#### [WHAT THE EXERCISE ASKS]
The entries are to be reproduced verbatim, with all pictures omitted.
• • • •
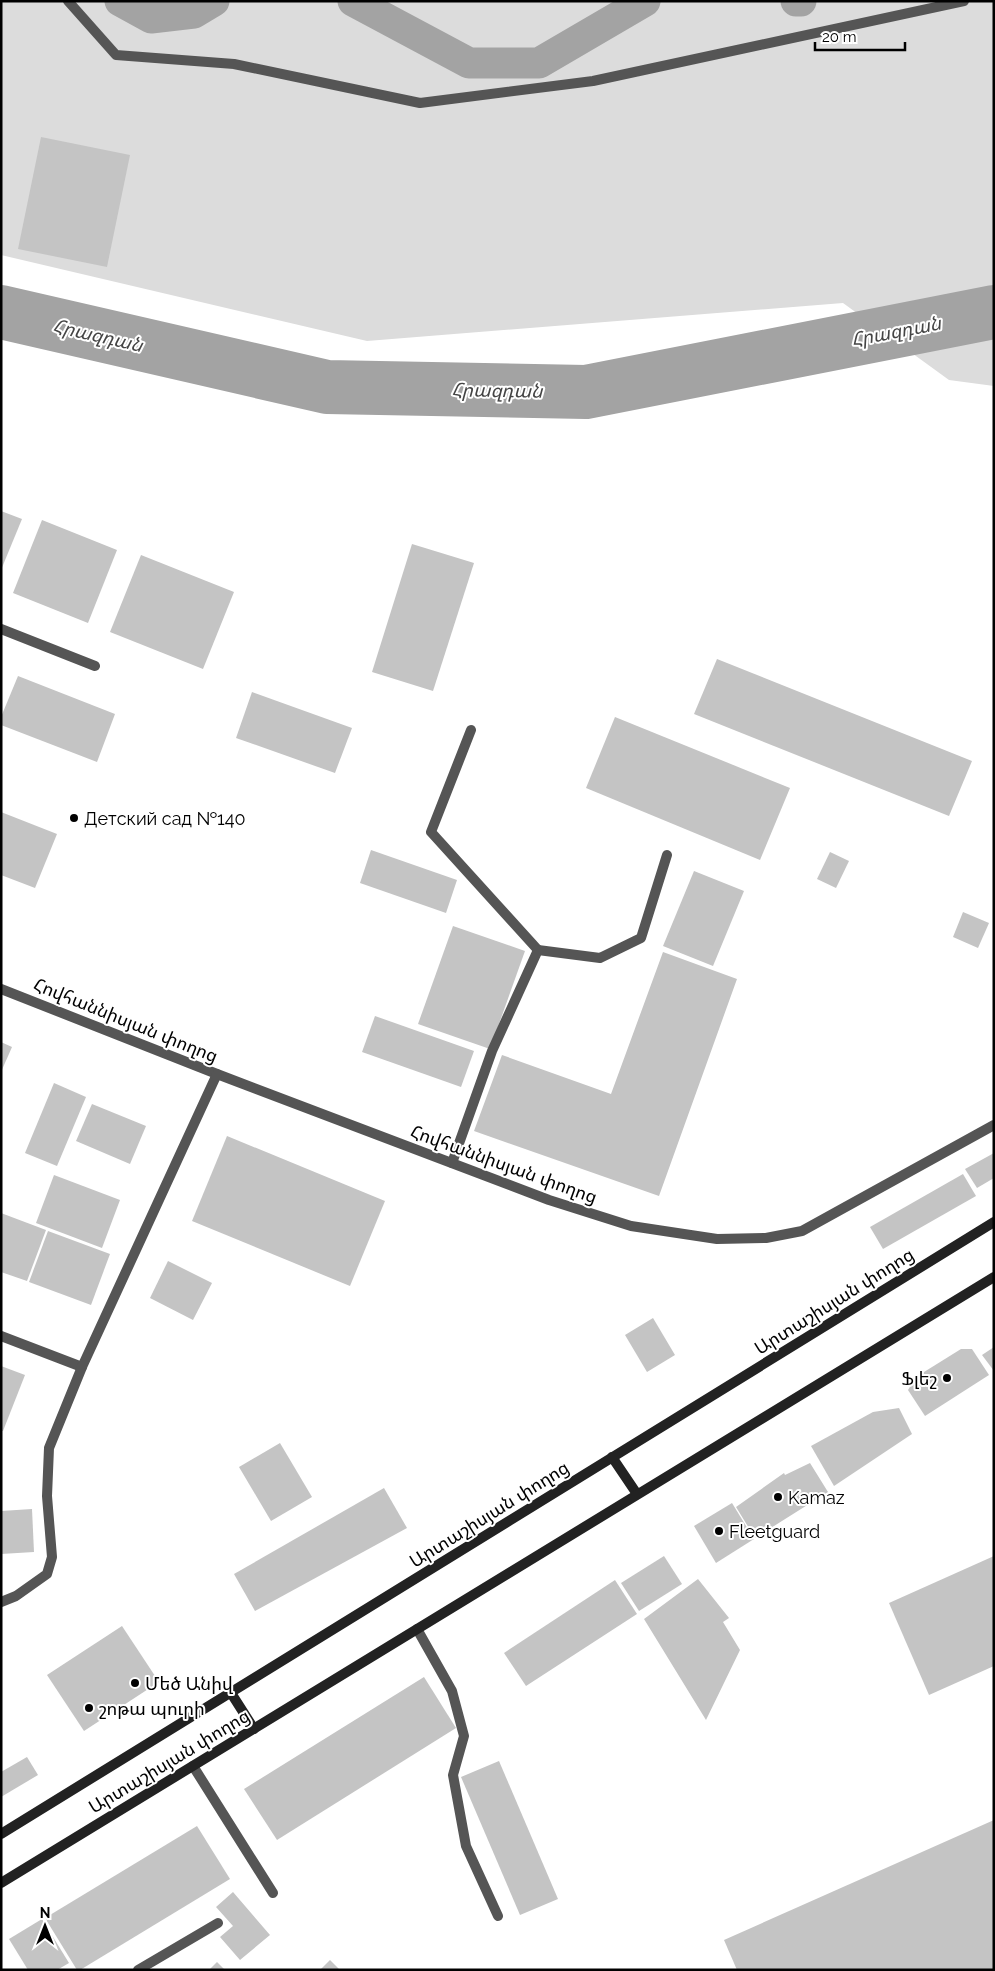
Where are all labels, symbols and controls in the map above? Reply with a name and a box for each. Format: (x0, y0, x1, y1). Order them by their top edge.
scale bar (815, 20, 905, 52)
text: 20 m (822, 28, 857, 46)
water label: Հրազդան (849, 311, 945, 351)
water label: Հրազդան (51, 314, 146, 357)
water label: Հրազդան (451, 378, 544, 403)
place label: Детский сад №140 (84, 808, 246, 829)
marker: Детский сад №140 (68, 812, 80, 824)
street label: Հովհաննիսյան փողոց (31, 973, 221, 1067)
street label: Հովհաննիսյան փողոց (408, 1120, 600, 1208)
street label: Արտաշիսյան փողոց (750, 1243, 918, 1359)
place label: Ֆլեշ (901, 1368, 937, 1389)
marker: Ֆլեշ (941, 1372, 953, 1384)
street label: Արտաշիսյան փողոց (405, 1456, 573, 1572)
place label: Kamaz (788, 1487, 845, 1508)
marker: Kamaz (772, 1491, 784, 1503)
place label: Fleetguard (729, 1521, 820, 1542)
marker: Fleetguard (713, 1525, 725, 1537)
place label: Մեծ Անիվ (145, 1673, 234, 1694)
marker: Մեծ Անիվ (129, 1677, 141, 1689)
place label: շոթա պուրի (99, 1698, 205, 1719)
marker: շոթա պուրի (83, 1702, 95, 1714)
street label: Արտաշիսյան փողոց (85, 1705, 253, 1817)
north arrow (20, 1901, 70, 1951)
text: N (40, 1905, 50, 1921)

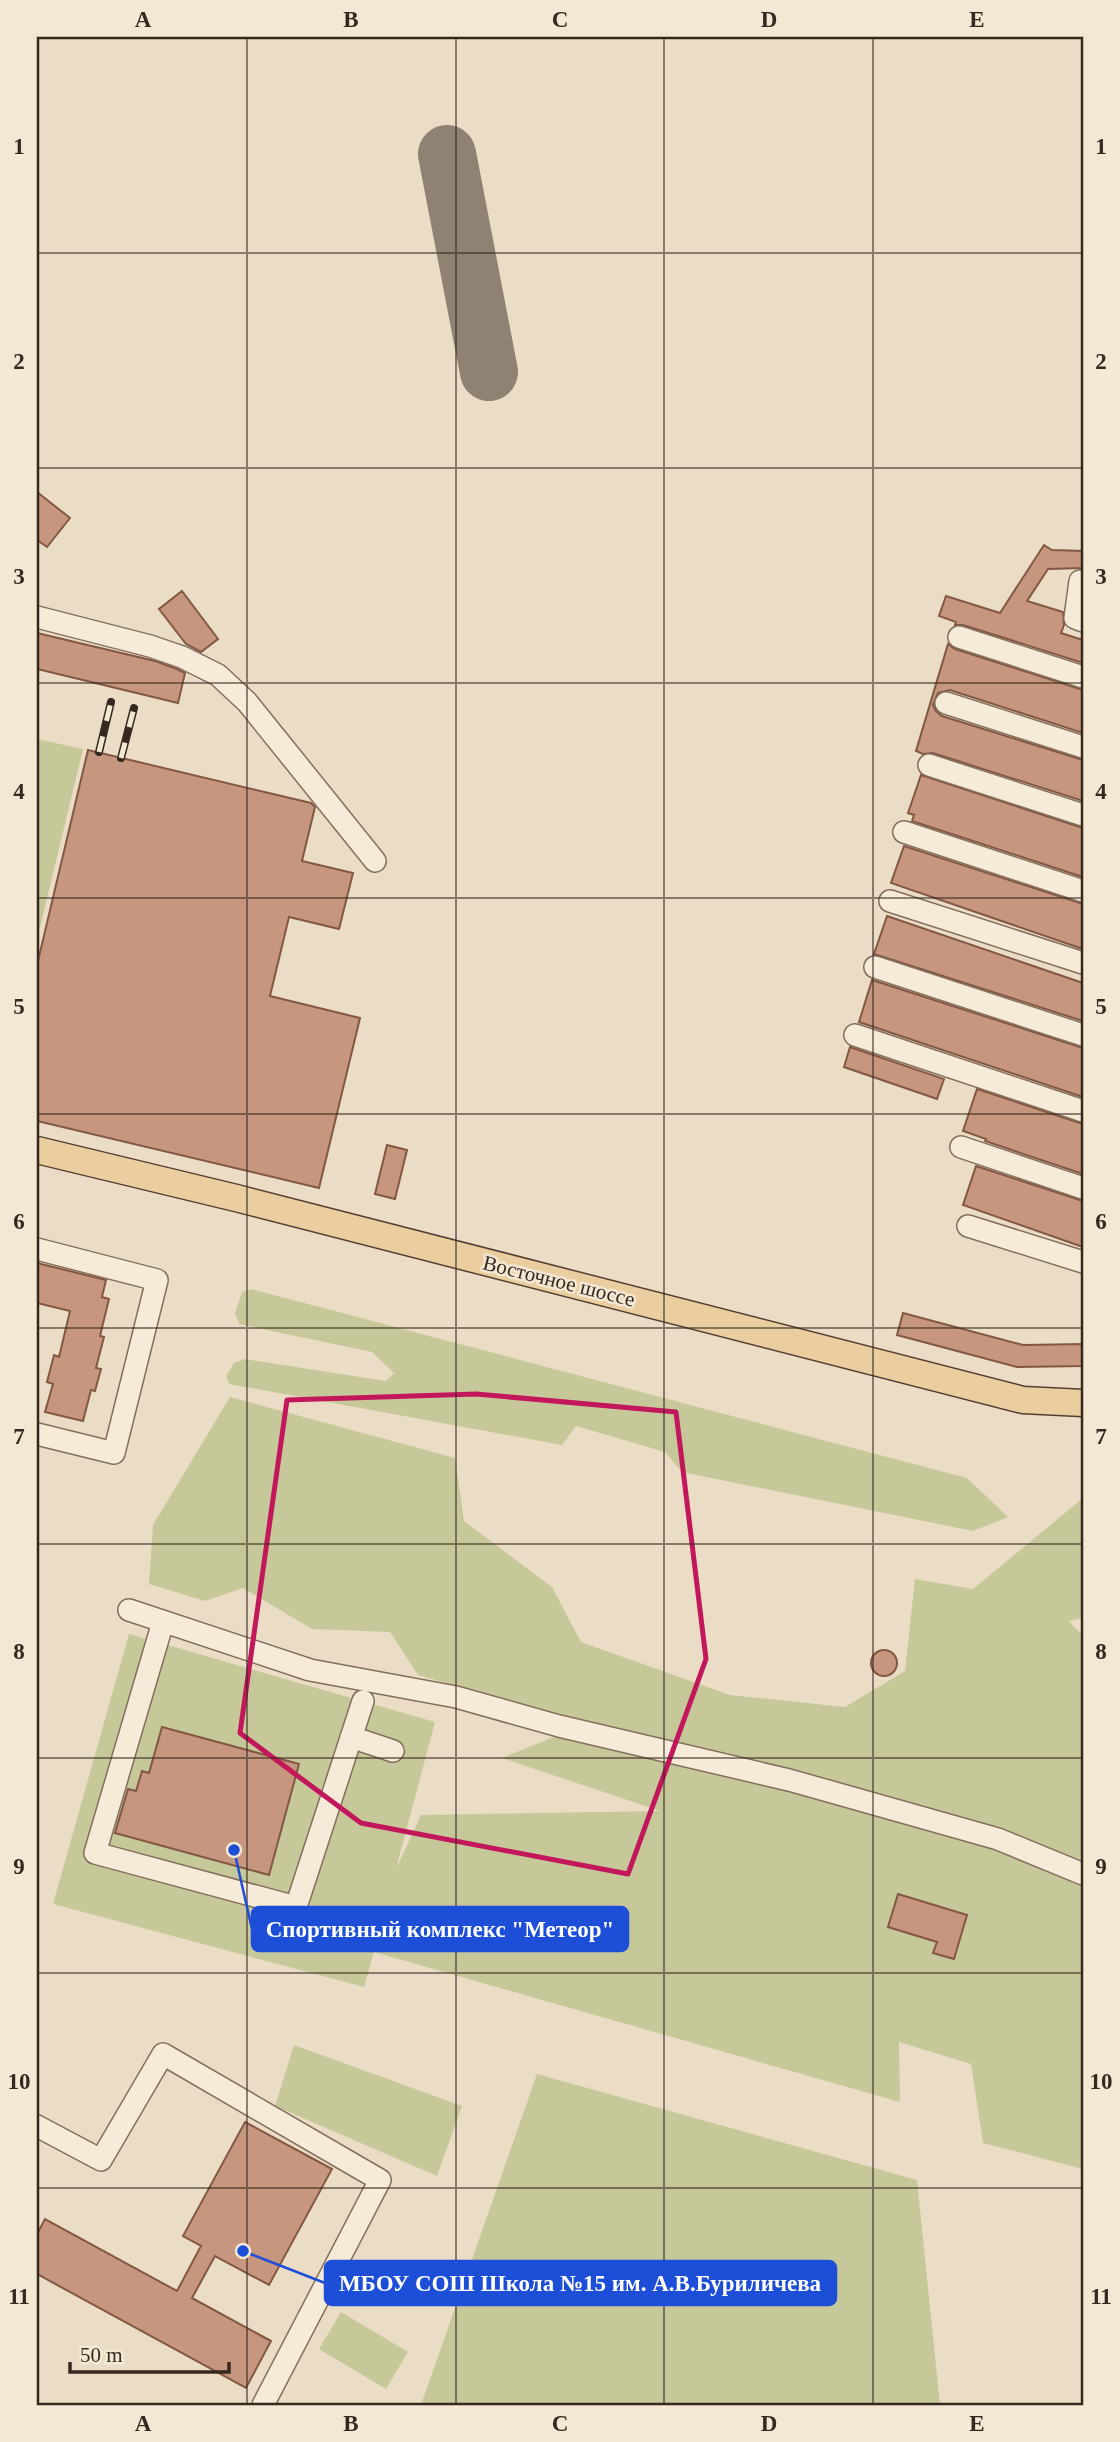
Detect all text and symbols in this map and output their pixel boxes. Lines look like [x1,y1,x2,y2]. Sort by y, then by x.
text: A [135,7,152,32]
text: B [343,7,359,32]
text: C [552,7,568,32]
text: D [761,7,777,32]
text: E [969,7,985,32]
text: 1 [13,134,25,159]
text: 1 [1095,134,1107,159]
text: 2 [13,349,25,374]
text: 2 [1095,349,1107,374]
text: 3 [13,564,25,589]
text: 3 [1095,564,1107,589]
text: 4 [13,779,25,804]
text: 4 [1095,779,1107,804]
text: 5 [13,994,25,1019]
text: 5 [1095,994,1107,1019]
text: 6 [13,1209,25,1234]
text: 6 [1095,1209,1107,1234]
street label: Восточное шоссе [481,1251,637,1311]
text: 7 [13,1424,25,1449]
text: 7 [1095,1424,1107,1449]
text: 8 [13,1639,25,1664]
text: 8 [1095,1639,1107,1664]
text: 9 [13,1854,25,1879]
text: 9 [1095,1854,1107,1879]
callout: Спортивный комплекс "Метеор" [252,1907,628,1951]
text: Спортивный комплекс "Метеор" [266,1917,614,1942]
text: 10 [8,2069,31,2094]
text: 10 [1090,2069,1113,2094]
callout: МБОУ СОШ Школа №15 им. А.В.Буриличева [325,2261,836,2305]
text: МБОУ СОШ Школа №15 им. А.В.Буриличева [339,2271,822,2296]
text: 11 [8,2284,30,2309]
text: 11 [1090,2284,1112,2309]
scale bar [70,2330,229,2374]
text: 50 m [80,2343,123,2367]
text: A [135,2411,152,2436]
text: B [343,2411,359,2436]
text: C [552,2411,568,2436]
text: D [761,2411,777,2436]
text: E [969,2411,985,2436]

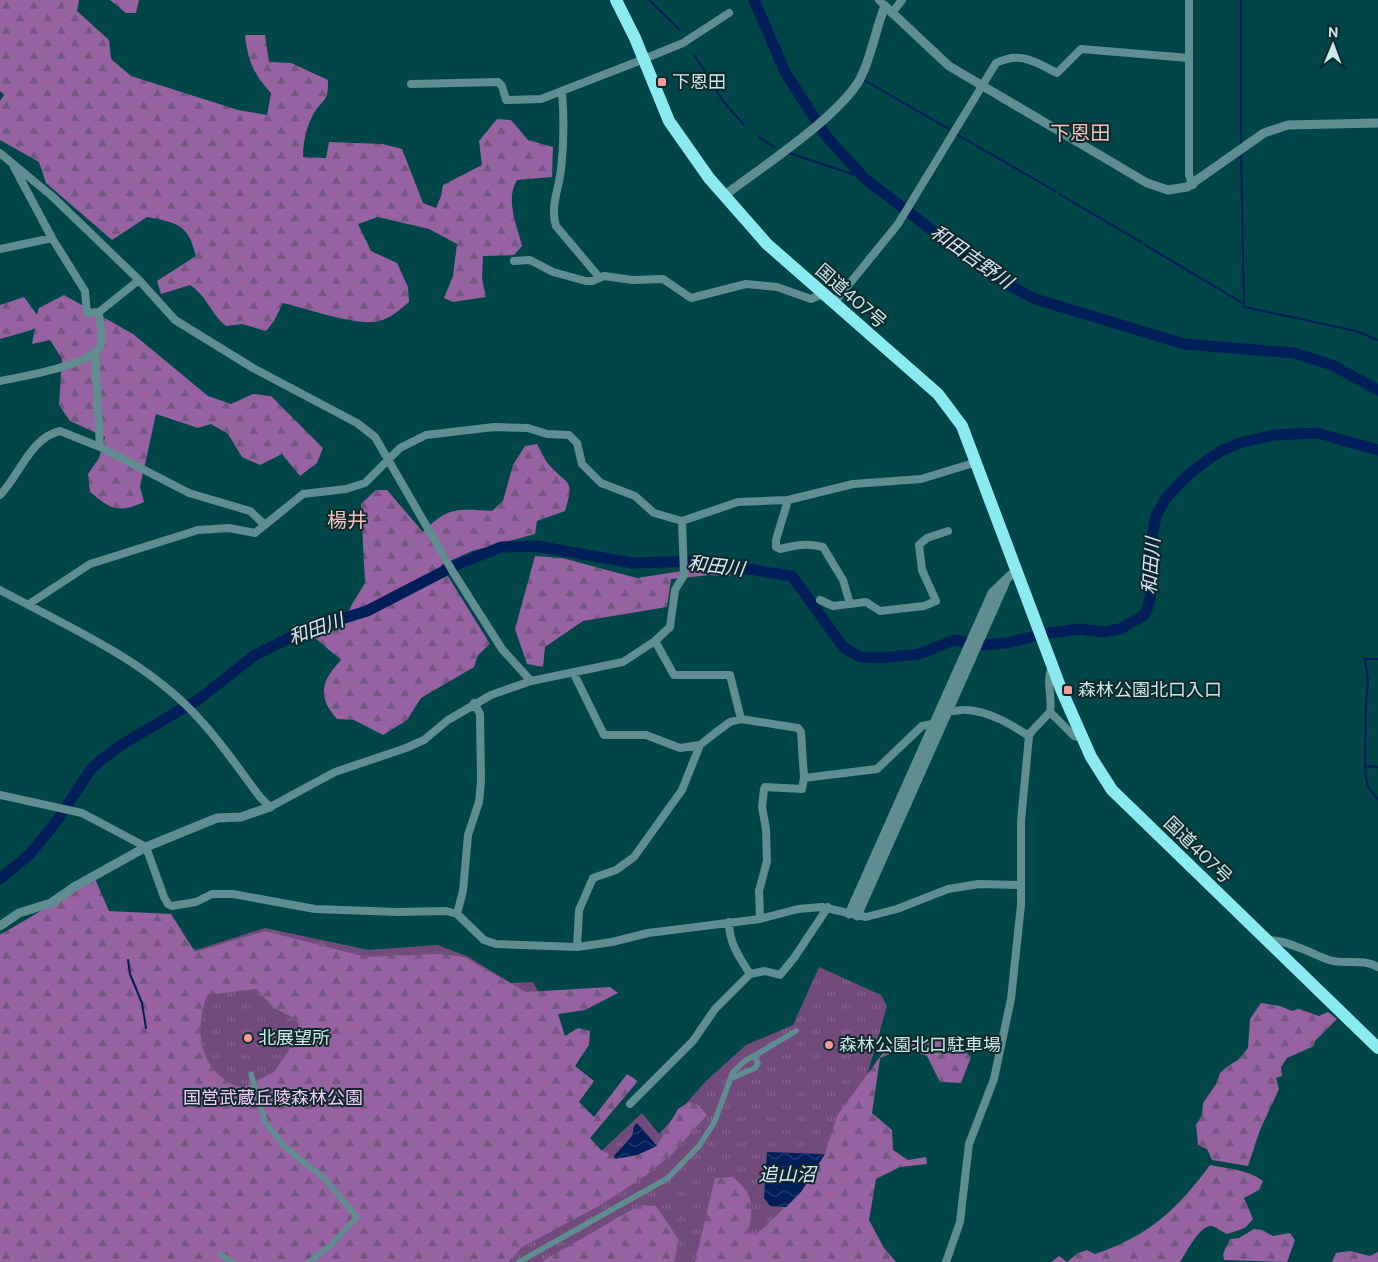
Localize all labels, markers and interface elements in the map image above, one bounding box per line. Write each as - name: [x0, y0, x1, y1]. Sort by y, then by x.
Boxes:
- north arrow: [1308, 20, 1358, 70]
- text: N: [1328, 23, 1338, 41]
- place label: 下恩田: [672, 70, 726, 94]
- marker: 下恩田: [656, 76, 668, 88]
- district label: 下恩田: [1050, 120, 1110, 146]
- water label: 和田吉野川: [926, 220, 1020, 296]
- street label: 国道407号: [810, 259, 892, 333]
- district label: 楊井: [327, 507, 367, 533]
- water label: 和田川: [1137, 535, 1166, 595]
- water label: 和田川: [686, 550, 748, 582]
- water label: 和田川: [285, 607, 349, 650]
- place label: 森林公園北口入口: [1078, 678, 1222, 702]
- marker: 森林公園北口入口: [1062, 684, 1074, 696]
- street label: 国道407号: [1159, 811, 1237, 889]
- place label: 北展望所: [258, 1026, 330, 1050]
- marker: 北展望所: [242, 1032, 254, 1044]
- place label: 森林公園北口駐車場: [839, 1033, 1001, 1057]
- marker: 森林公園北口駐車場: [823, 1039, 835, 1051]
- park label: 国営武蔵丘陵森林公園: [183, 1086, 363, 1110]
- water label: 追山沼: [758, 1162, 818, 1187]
• • • •
#### [OUTPUT FOR THIS TASK]
Where are all labels, symbols and controls in the map above? Reply with a name and a box for each. Format: (x0, y0, x1, y1). Order them by their top edge.
scale bar (815, 20, 905, 52)
text: 20 m (822, 28, 857, 46)
water label: Հրազդան (849, 311, 945, 351)
water label: Հրազդան (51, 314, 146, 357)
water label: Հրազդան (451, 378, 544, 403)
place label: Детский сад №140 (84, 808, 246, 829)
marker: Детский сад №140 (68, 812, 80, 824)
street label: Հովհաննիսյան փողոց (31, 973, 221, 1067)
street label: Հովհաննիսյան փողոց (408, 1120, 600, 1208)
street label: Արտաշիսյան փողոց (750, 1243, 918, 1359)
place label: Ֆլեշ (901, 1368, 937, 1389)
marker: Ֆլեշ (941, 1372, 953, 1384)
street label: Արտաշիսյան փողոց (405, 1456, 573, 1572)
place label: Kamaz (788, 1487, 845, 1508)
marker: Kamaz (772, 1491, 784, 1503)
place label: Fleetguard (729, 1521, 820, 1542)
marker: Fleetguard (713, 1525, 725, 1537)
place label: Մեծ Անիվ (145, 1673, 234, 1694)
marker: Մեծ Անիվ (129, 1677, 141, 1689)
place label: շոթա պուրի (99, 1698, 205, 1719)
marker: շոթա պուրի (83, 1702, 95, 1714)
street label: Արտաշիսյան փողոց (85, 1705, 253, 1817)
north arrow (20, 1901, 70, 1951)
text: N (40, 1905, 50, 1921)

Detect all text and symbols in this map and output their pixel boxes. Lines look like [x1,y1,x2,y2]. Sort by y, then by x.
text: A [135,7,152,32]
text: B [343,7,359,32]
text: C [552,7,568,32]
text: D [761,7,777,32]
text: E [969,7,985,32]
text: 1 [13,134,25,159]
text: 1 [1095,134,1107,159]
text: 2 [13,349,25,374]
text: 2 [1095,349,1107,374]
text: 3 [13,564,25,589]
text: 3 [1095,564,1107,589]
text: 4 [13,779,25,804]
text: 4 [1095,779,1107,804]
text: 5 [13,994,25,1019]
text: 5 [1095,994,1107,1019]
text: 6 [13,1209,25,1234]
text: 6 [1095,1209,1107,1234]
street label: Восточное шоссе [481,1251,637,1311]
text: 7 [13,1424,25,1449]
text: 7 [1095,1424,1107,1449]
text: 8 [13,1639,25,1664]
text: 8 [1095,1639,1107,1664]
text: 9 [13,1854,25,1879]
text: 9 [1095,1854,1107,1879]
callout: Спортивный комплекс "Метеор" [252,1907,628,1951]
text: Спортивный комплекс "Метеор" [266,1917,614,1942]
text: 10 [8,2069,31,2094]
text: 10 [1090,2069,1113,2094]
callout: МБОУ СОШ Школа №15 им. А.В.Буриличева [325,2261,836,2305]
text: МБОУ СОШ Школа №15 им. А.В.Буриличева [339,2271,822,2296]
text: 11 [8,2284,30,2309]
text: 11 [1090,2284,1112,2309]
scale bar [70,2330,229,2374]
text: 50 m [80,2343,123,2367]
text: A [135,2411,152,2436]
text: B [343,2411,359,2436]
text: C [552,2411,568,2436]
text: D [761,2411,777,2436]
text: E [969,2411,985,2436]

Localize all labels, markers and interface elements in the map image above, one bounding box per line. Write each as - name: [x0, y0, x1, y1]. Sort by y, then by x.
Boxes:
- north arrow: [1308, 20, 1358, 70]
- text: N: [1328, 23, 1338, 41]
- place label: 下恩田: [672, 70, 726, 94]
- marker: 下恩田: [656, 76, 668, 88]
- district label: 下恩田: [1050, 120, 1110, 146]
- water label: 和田吉野川: [926, 220, 1020, 296]
- street label: 国道407号: [810, 259, 892, 333]
- district label: 楊井: [327, 507, 367, 533]
- water label: 和田川: [1137, 535, 1166, 595]
- water label: 和田川: [686, 550, 748, 582]
- water label: 和田川: [285, 607, 349, 650]
- place label: 森林公園北口入口: [1078, 678, 1222, 702]
- marker: 森林公園北口入口: [1062, 684, 1074, 696]
- street label: 国道407号: [1159, 811, 1237, 889]
- place label: 北展望所: [258, 1026, 330, 1050]
- marker: 北展望所: [242, 1032, 254, 1044]
- place label: 森林公園北口駐車場: [839, 1033, 1001, 1057]
- marker: 森林公園北口駐車場: [823, 1039, 835, 1051]
- park label: 国営武蔵丘陵森林公園: [183, 1086, 363, 1110]
- water label: 追山沼: [758, 1162, 818, 1187]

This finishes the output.